Ch. 7

"Good morning, Doctor."

Cristina was surprised to see her patient in the corridor.

"How are you feeling this morning, Samuel?" Cristina quickly moved her gaze from the patient to his chart. She didn't want him to notice her fear.

"Doing fine. I want to leave before Thanksgiving. Don't want to waste a bed—"

"Right." Cristina smiled the non-committal smile that had gradually became the trademark of the Burke couple.

"—and find better coffee than those they sell here." Pointing at Cristina's mug, Samuel continued with a grin.

"We normally make our own coffee at home." Cristina wiped the corner of her mouth with the back of her hand self-consciously.

Samuel said in a quiet voice as Cristina walked her back to his room, "His mother made the best coffee in the world. Always strong. Sometimes too strong, almost like a smack on the head."

Cristina was surprised to hear that. Preston venerated his mother. If her mother liked making strong black coffee, why would the boy be drinking Cappuccino or Latte instead?

"But I deserve that smack on the head you know. It was the only cure for my hang-over in the morning." Samuel went on recount bits and pieces of family history Cristina was curious to know. "Bad habit I picked up from the Navy. Drinking my family, my life, everything away. And my boy? Thank God he was too young to know."

"Dr. Burke didn't seem to like black coffee." Cristina was tactfully encouraging Samuel to continue by saying that.

"Oh, of course. It was too bitter for a kid. He was an adventurer, ready to take risks. But the first time he sipped my coffee he spitted it all over my face. His mother was mad at him for staining the tablecloth. The next time he pleaded to try, she poured a steamy pot of milk on top."

"No wonder." They both smiled, before Samuel sank back into his melancholy.

"He was such a good boy. If only that horrible thing didn't happen. I broke the heart of the woman I loved by running away. What a coward I was. She must hate me now."

Cristina kept her eyes on his chart, unable to utter a word. Her mother used to call her father a coward. But Burke's mother never did that. The only time when Cristina brought up the father thing with her mother-in-law, Rose only mentioned that he left when Preston was 5 and never returned. What was Rose thinking all these years? Was it love for her family that made her do that? Was it love for her man?

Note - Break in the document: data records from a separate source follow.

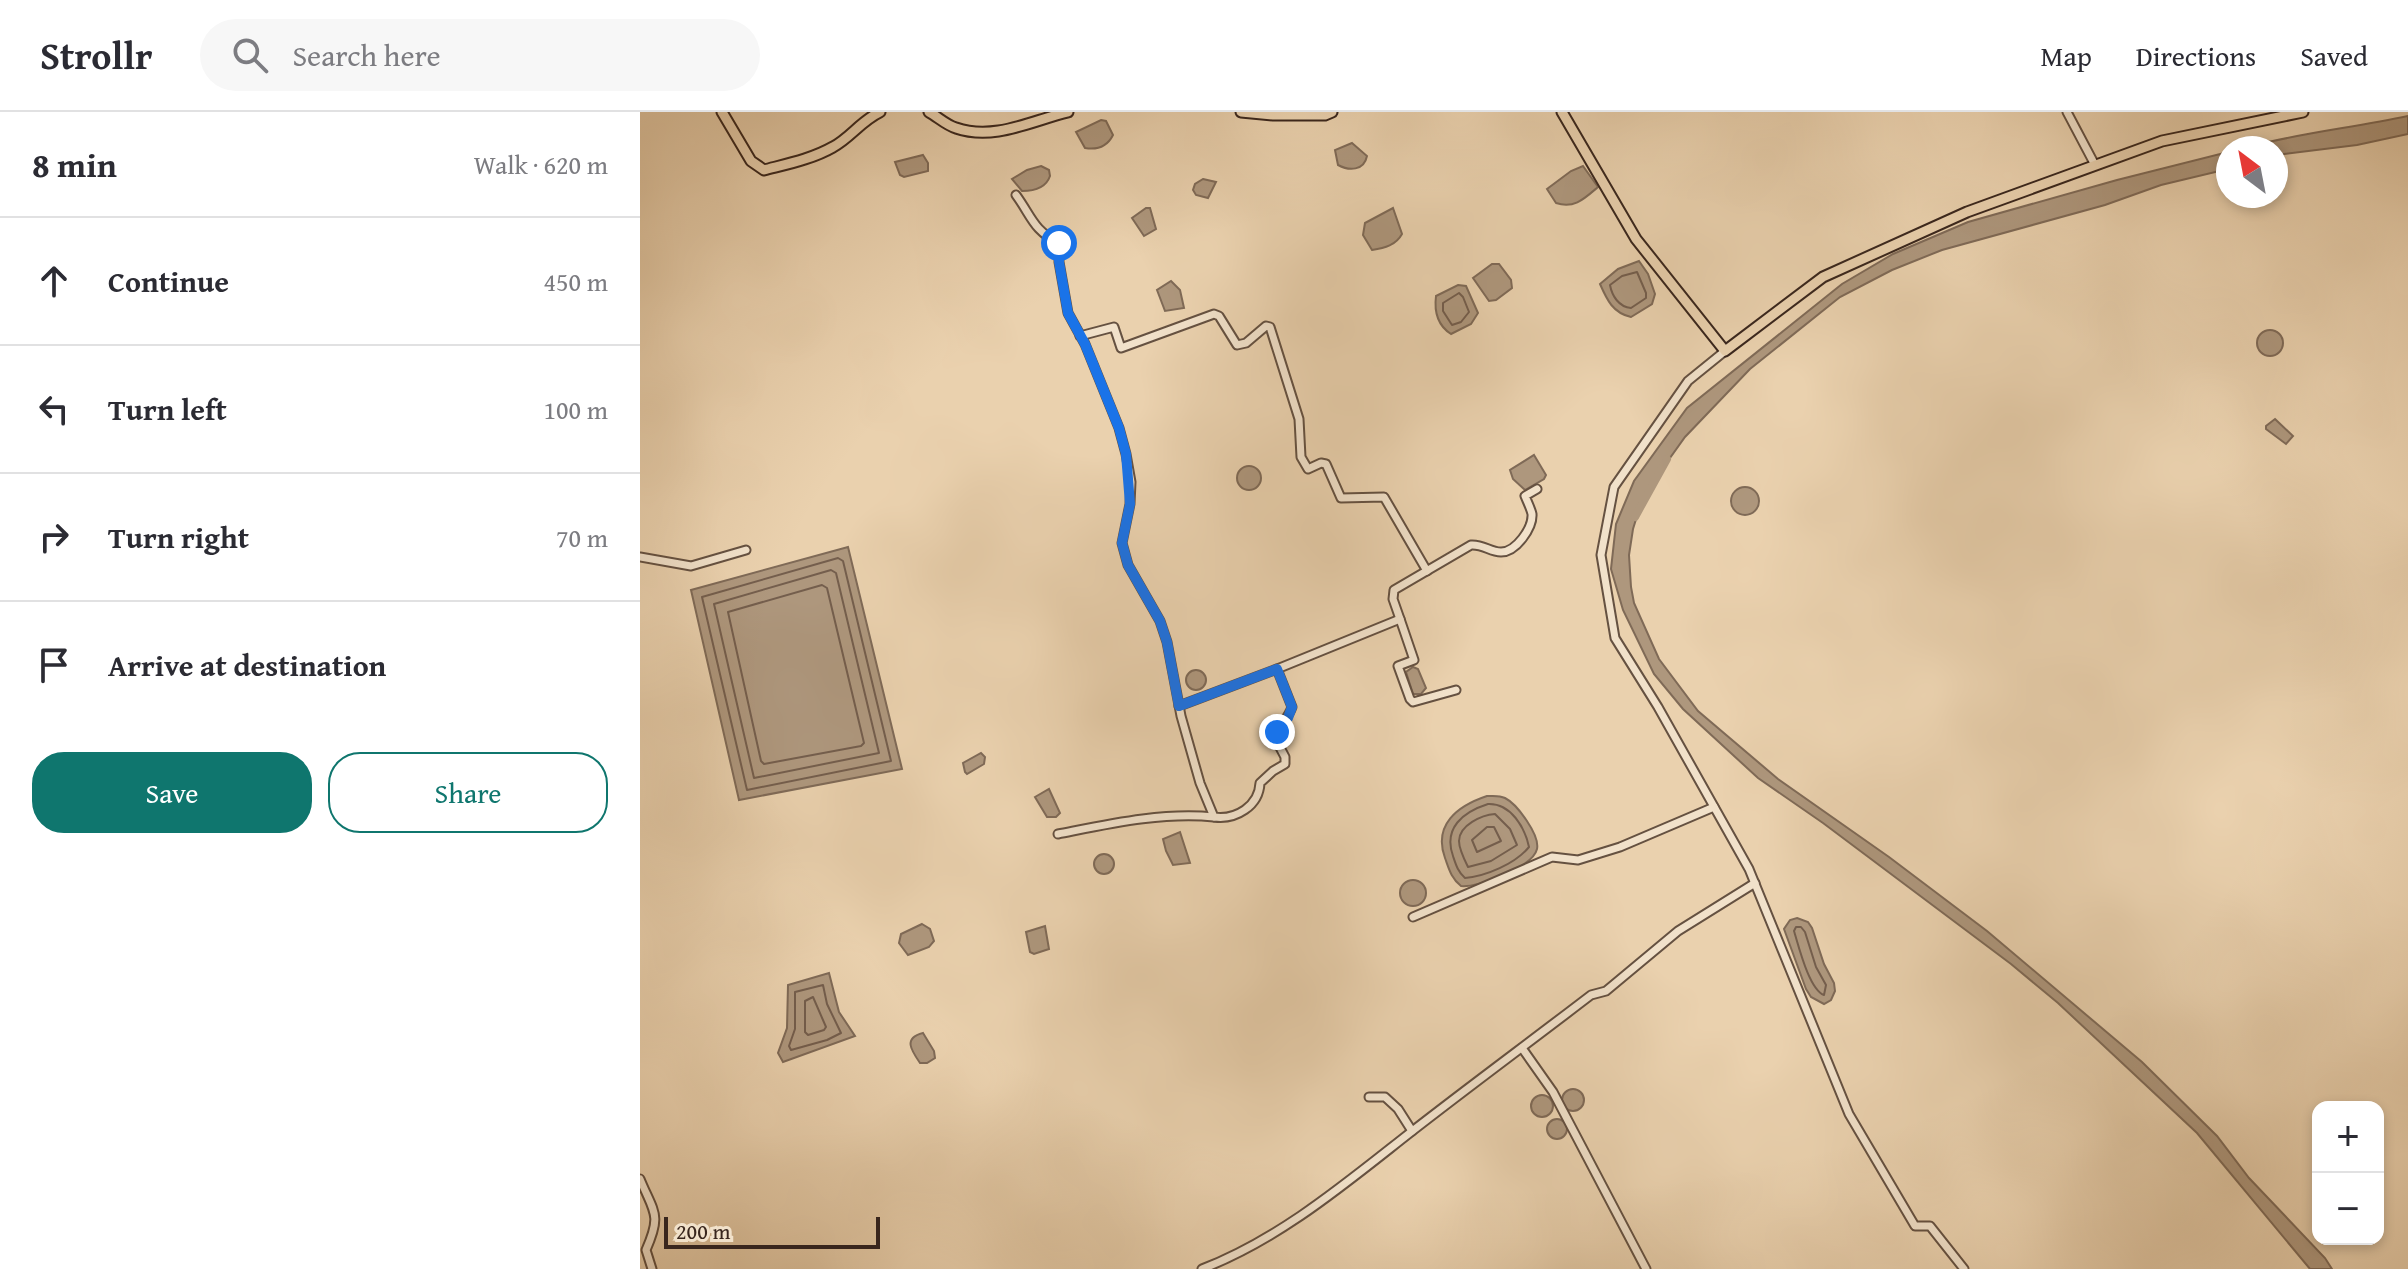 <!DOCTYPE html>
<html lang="en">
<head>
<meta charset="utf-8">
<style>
	:root { --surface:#fff; --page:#f7f7f7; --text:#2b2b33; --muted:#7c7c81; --line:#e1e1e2; --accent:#0f766e }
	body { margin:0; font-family:"Gentium Book Plus",serif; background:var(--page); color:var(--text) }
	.controls { position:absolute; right:24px; bottom:24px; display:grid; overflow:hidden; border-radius:16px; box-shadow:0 4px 12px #0003 }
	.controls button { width:72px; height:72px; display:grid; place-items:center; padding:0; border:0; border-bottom:2px solid var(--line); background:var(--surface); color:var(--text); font:40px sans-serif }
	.compass { position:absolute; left:1576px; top:24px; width:72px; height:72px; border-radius:50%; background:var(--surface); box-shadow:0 4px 12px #0003; rotate:328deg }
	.scale { position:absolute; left:24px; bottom:20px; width:216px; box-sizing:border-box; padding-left:8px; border:4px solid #39261d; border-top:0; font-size:22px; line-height:28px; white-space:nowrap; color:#39261d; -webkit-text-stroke:6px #f1e1ca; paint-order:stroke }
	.stop { position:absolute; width:24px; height:24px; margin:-18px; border:6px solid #1a73e8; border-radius:50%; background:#fff }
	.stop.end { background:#1a73e8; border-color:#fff; box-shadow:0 2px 8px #0008 }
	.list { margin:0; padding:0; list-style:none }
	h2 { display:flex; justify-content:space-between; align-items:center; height:104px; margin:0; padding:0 32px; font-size:34px }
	h2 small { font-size:26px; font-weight:400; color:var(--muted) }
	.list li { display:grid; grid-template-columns:52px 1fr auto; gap:24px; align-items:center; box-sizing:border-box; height:128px; padding:0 32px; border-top:2px solid var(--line) }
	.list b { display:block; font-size:30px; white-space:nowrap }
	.list em { font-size:26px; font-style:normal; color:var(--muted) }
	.actions { display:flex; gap:16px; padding:24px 32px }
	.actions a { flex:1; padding:18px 0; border:2px solid var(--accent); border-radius:32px; text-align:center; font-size:28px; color:var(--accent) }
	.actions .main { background:var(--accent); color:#fff }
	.icon { flex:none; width:44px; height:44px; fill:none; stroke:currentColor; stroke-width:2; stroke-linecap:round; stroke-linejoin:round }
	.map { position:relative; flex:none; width:1768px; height:1157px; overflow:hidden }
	header { display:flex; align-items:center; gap:48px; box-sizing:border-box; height:112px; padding:0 40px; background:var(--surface); border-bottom:2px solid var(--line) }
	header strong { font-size:38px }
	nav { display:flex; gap:44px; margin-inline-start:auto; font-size:28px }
	.search { width:560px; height:72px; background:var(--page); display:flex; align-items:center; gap:20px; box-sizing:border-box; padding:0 28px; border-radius:44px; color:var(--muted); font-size:30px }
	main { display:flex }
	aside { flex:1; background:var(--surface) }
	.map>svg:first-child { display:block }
</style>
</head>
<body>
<header>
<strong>Strollr</strong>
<div class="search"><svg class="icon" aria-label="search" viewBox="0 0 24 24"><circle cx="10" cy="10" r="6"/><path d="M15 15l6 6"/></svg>Search here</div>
<nav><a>Map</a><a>Directions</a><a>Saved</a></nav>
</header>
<main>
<aside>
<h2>8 min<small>Walk · 620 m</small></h2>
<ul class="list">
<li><svg class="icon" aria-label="ahead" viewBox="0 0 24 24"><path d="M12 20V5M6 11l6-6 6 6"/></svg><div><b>Continue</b></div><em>450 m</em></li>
<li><svg class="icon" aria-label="left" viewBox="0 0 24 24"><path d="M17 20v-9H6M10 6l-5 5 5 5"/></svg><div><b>Turn left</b></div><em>100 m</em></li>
<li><svg class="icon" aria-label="right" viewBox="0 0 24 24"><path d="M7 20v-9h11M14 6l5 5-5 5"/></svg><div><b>Turn right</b></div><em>70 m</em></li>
<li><svg class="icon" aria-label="arrive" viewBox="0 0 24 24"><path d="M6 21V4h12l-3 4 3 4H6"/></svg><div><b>Arrive at destination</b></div></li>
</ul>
<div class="actions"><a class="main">Save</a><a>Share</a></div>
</aside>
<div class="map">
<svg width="1768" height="1157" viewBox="0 0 1768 1157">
	<rect width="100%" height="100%" fill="#ead1ae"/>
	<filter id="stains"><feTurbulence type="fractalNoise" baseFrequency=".0025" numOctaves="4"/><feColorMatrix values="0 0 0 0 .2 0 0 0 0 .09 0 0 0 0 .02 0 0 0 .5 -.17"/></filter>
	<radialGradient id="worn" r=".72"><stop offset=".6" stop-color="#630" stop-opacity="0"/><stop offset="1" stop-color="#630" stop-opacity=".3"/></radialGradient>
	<g fill="#ae977d" stroke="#7f6a57" stroke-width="2">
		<path d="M1768,4V22L1717,33L1636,43V36H1604C1658,21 1713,16 1768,4Z"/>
		<path d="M461,8L466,9L473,23C467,35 457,38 445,36L436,20Z"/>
		<path d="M712,31L727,44C724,59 709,59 698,53L695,38Z"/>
		<path d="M1588,40V57L1521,73L1465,93L1302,138L1252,158L1200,185L1110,257L1045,325L1020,360L1002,388L993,417L989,443L991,475L994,491L1019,547L1058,599L1138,667L1249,745L1347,819L1502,950L1577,1024L1609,1066L1685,1146L1692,1157H1670L1557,1021L1418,891L1371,852L1183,711L1118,666L1043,597L1014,562L983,498L971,457L976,412L994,369L1047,296L1202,172L1253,142L1328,110L1477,68Z"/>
		<path d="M283,43L288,51V59L264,65L260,63L255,50Z"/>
		<path d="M401,54L409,58L410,64C406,76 393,79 382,79L372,67L387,58Z"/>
		<path d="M943,54L958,75C944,87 934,97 916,91L907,77L931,59Z"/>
		<path d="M563,67L576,70L568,86L556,83L553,78L555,72Z"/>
		<path d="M506,96H510L516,117L504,124L492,106Z"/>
		<path d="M753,96L762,122C756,133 745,136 732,138L723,123L725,111Z"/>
		<path d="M999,149L1008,162L1015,182L1012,192L991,205C973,201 967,188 960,172L978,157Z"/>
		<path d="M852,152H859L871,168L872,176L856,188L849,189L833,166Z"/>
		<path d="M531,169L540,178L544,196L525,199L517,178Z"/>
		<path d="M818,173L826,174L838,201L831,212L811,222C797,213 794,200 796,184Z"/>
		<circle cx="1630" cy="231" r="13"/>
		<path d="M1635,307L1653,324L1646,332L1626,317V314Z"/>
		<path d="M894,343L906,363L904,367L885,378L873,367L870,358Z"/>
		<circle cx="609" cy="366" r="12"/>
		<circle cx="1105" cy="389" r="14"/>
		<path d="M208,435L262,657L99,688L51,478Z"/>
		<path d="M773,555L778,557L786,576L781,582H773L766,560Z"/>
		<circle cx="556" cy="568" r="10"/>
		<path d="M341,641L345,645L344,652L327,662L325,660L323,651Z"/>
		<path d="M409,677L420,701L416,705H407L395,685Z"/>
		<path d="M847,684C853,684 859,683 865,686C877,692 900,723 897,737C893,755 838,776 821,774C811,766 809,757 805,746C793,713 817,694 847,684Z"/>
		<path d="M540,720L550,751L533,753L526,739L523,727Z"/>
		<circle cx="464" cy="752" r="10"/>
		<circle cx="773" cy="781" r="13"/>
		<path d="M1157,806L1168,810L1172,816L1184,852L1194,871L1195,879L1191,888L1184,892L1171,885L1166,877L1144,817L1150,808Z"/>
		<path d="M282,812L290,817L294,829L289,835L268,843L259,831L261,822Z"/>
		<path d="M405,814L409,837L394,842L390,840L386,820Z"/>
		<path d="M189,861L199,900L215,924L143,950L138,941L147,916L148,873Z"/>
		<path d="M283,921L294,939L295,946L287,951H280C271,938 263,926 283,921Z"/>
		<circle cx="933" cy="988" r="11"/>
		<circle cx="902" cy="994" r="11"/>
		<circle cx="917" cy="1017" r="10"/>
	</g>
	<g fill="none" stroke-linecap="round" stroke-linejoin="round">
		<g stroke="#745e4d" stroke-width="2">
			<path d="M997,160L1006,181V186L991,196C979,195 972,184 970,173L982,164Z"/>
			<path d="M819,181L823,185L829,200L821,210L812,213L803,199V191Z"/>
			<path d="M198,446L203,449L251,649L107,678L62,485Z"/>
			<path d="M191,458L196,461L239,641L114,666L74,492Z"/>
			<path d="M182,473L187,476L224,631L221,634L124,652L121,649L88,500Z"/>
			<path d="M848,692C871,691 885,716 889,735C875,752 846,764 825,766C818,760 816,753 813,744C803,716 823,700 848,692Z"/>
			<path d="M855,702L870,717L877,733L851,749L828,755C825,749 819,737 819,729C819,713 842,703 855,702Z"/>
			<path d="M847,715H854L861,729L837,740L832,728Z"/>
			<path d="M1156,815H1161L1165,820L1176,855L1186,873L1184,883C1169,877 1159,835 1154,819Z"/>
			<path d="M183,873L187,892L201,921L187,928L151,938L149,934L155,917V880Z"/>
			<path d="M173,885L186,915L184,918L168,923L165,920V889Z"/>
		</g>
		<path stroke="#ae977d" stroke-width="8" d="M995,405L1027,347"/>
		<g stroke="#655141" stroke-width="11">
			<g id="minor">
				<path d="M1427,0L1455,53"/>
				<path d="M376,83C392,105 393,118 419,131V150L428,201L445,232L479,316L486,342L491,370L490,392L482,431L488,453L520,509L527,530L541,604L560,671L574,705C596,708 619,694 620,671L633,659L645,652V645L635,626C638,615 648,607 652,595L637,557L760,507L774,548L758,554L770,587L773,590L816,578"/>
				<path d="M440,224L474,215L481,236L574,202L579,204L597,233L606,231L626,214L630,215L659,307L661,345L668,357L681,351L686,352L701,386L744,385L787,459"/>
				<path d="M1085,239L1048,269L974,375L961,443L975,526L1018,595L1109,757L1209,1002L1275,1114H1290L1324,1157"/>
				<path d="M0,445L51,454L106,438"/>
				<path d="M760,507L753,487L754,478L831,433C843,432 850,440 861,440C876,440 893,416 892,402C891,397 887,389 885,384L897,377"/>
				<path d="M539,594L637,557"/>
				<path d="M418,722C469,712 521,700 574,705"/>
				<path d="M773,805L912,745L938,748L980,735L1074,695"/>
				<path d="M882,936L913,980L1006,1157"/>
				<path d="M729,985H745L758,997L772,1019"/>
				<path d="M0,1067C14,1101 22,1102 6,1138L12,1157"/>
				<path d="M562,1157C640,1127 706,1071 771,1020C830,974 891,929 951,883L966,879L1038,819L1115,771"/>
			</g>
		</g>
		<g stroke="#39261d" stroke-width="13">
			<g id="major">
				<path d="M82,0L111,49L124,58C147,52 172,47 193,35C210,26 221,9 240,0"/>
				<path d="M289,0C298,5 306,13 316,16C354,29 391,9 428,0"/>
				<path d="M601,0L633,3H685L692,0"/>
				<path d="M922,0L996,127L1085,239L1183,165L1327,100L1522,29L1663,0"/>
			</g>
		</g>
		<use href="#minor" stroke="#f1e1ca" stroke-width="7"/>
		<use href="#major" stroke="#ead1ae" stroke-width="9"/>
	</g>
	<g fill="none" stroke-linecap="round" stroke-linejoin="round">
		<path stroke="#1a73e8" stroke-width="10" d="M419,131V150L428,201L445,232L479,316L486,342L490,392L482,431L488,453L520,509L527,530L539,594L637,557L652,595L648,606L637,620"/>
	</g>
	<rect width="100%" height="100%" filter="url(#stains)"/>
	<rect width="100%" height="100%" fill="url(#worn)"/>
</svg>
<div class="controls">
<button>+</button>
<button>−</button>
</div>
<svg class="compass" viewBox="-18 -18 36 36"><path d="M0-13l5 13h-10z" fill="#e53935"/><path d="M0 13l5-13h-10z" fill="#7c7c81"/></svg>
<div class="scale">200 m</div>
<div class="stop" style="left:419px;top:131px"></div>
<div class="stop end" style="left:637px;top:620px"></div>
</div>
</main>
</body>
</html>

Everyone in the family assumed Burke's father was back to the Navy. Everyone assumed he died tragically, including Preston, who hardly mentioned his father, but seemed to hold relatively fond memories of him nonetheless.

What if he knew the truth? What truth was there to tell?

Cristina's heart ached for both men. She wanted to run to Preston's office to give him a hug, although the poor man would have no idea where all these pent-up emotions were from.